(Stored data)
--- START ---

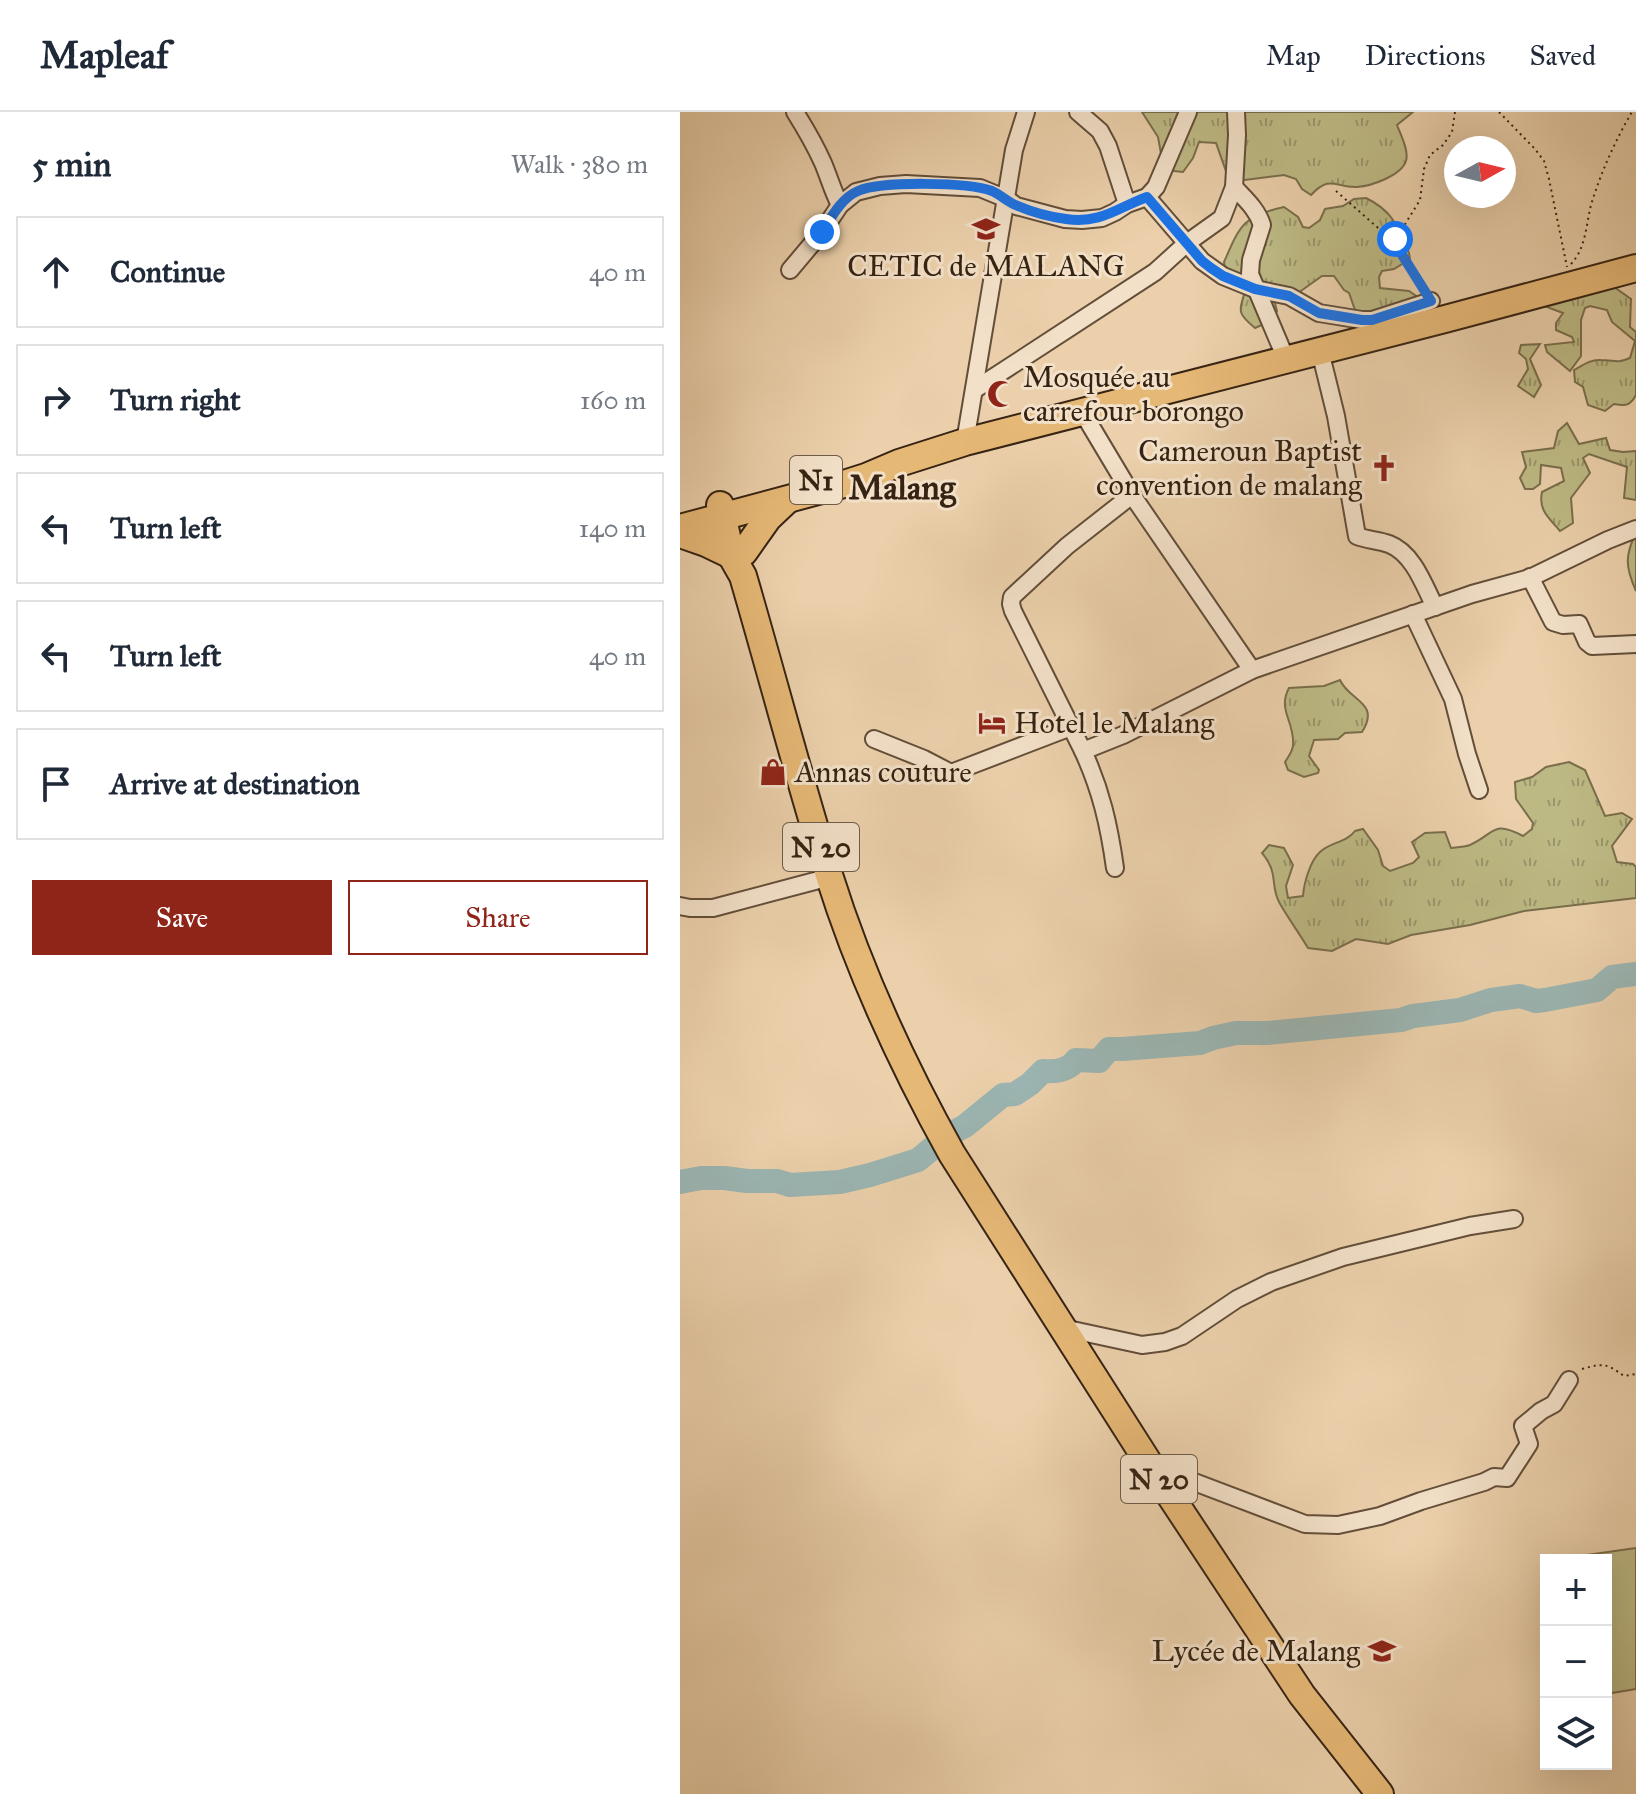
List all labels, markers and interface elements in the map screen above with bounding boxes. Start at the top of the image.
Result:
text: Mapleaf [40,32,169,78]
text: Map [1266,38,1321,73]
text: Directions [1365,38,1486,73]
text: Saved [1530,38,1596,73]
north arrow [1444,136,1516,208]
text: 5 min [32,144,111,185]
text: Walk · 380 m [511,148,648,180]
route end [804,214,840,250]
school or university icon: CETIC de MALANG [971,214,1001,244]
route start [1377,221,1413,257]
place label: CETIC de MALANG [847,248,1125,284]
icon: ahead [34,250,78,294]
text: Continue [110,254,225,290]
text: 40 m [589,256,646,288]
place label: Mosquée au carrefour borongo [1023,359,1244,429]
icon: right [34,378,78,422]
mosque icon: Mosquée au carrefour borongo [986,379,1016,409]
text: Turn right [110,382,241,418]
text: 160 m [580,384,646,416]
place label: Cameroun Baptist convention de malang [1096,433,1363,503]
church icon: Cameroun Baptist convention de malang [1369,453,1399,483]
road number: N1 [790,456,842,504]
district label: Malang [848,467,957,508]
icon: left [34,506,78,550]
text: Turn left [110,510,221,546]
text: 140 m [579,512,646,544]
icon: left [34,634,78,678]
text: Turn left [110,638,221,674]
text: 40 m [589,640,646,672]
place label: Hotel le Malang [1014,705,1215,741]
hotel icon: Hotel le Malang [977,708,1007,738]
place label: Annas couture [793,754,972,790]
shop icon: Annas couture [758,757,788,787]
icon: arrive [34,762,78,806]
text: Arrive at destination [110,766,360,802]
road number: N 20 [783,823,859,871]
button: Save [32,880,332,955]
button: Share [348,880,648,955]
road number: N 20 [1121,1455,1197,1503]
map controls [1540,1554,1612,1770]
button: + [1540,1554,1612,1626]
button: − [1540,1626,1612,1698]
place label: Lycée de Malang [1152,1633,1361,1669]
school or university icon: Lycée de Malang [1367,1636,1397,1666]
button: layers [1540,1698,1612,1770]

--- END ---

When you repeat the records, reproduce each line exactly and drop the images.

List all labels, markers and interface elements in the map screen above with bounding boxes. Start at the top of the image.
Result:
text: Mapleaf [40,32,169,78]
text: Map [1266,38,1321,73]
text: Directions [1365,38,1486,73]
text: Saved [1530,38,1596,73]
north arrow [1444,136,1516,208]
text: 5 min [32,144,111,185]
text: Walk · 380 m [511,148,648,180]
route end [804,214,840,250]
school or university icon: CETIC de MALANG [971,214,1001,244]
route start [1377,221,1413,257]
place label: CETIC de MALANG [847,248,1125,284]
icon: ahead [34,250,78,294]
text: Continue [110,254,225,290]
text: 40 m [589,256,646,288]
place label: Mosquée au carrefour borongo [1023,359,1244,429]
icon: right [34,378,78,422]
mosque icon: Mosquée au carrefour borongo [986,379,1016,409]
text: Turn right [110,382,241,418]
text: 160 m [580,384,646,416]
place label: Cameroun Baptist convention de malang [1096,433,1363,503]
church icon: Cameroun Baptist convention de malang [1369,453,1399,483]
road number: N1 [790,456,842,504]
district label: Malang [848,467,957,508]
icon: left [34,506,78,550]
text: Turn left [110,510,221,546]
text: 140 m [579,512,646,544]
icon: left [34,634,78,678]
text: Turn left [110,638,221,674]
text: 40 m [589,640,646,672]
place label: Hotel le Malang [1014,705,1215,741]
hotel icon: Hotel le Malang [977,708,1007,738]
place label: Annas couture [793,754,972,790]
shop icon: Annas couture [758,757,788,787]
icon: arrive [34,762,78,806]
text: Arrive at destination [110,766,360,802]
road number: N 20 [783,823,859,871]
button: Save [32,880,332,955]
button: Share [348,880,648,955]
road number: N 20 [1121,1455,1197,1503]
map controls [1540,1554,1612,1770]
button: + [1540,1554,1612,1626]
button: − [1540,1626,1612,1698]
place label: Lycée de Malang [1152,1633,1361,1669]
school or university icon: Lycée de Malang [1367,1636,1397,1666]
button: layers [1540,1698,1612,1770]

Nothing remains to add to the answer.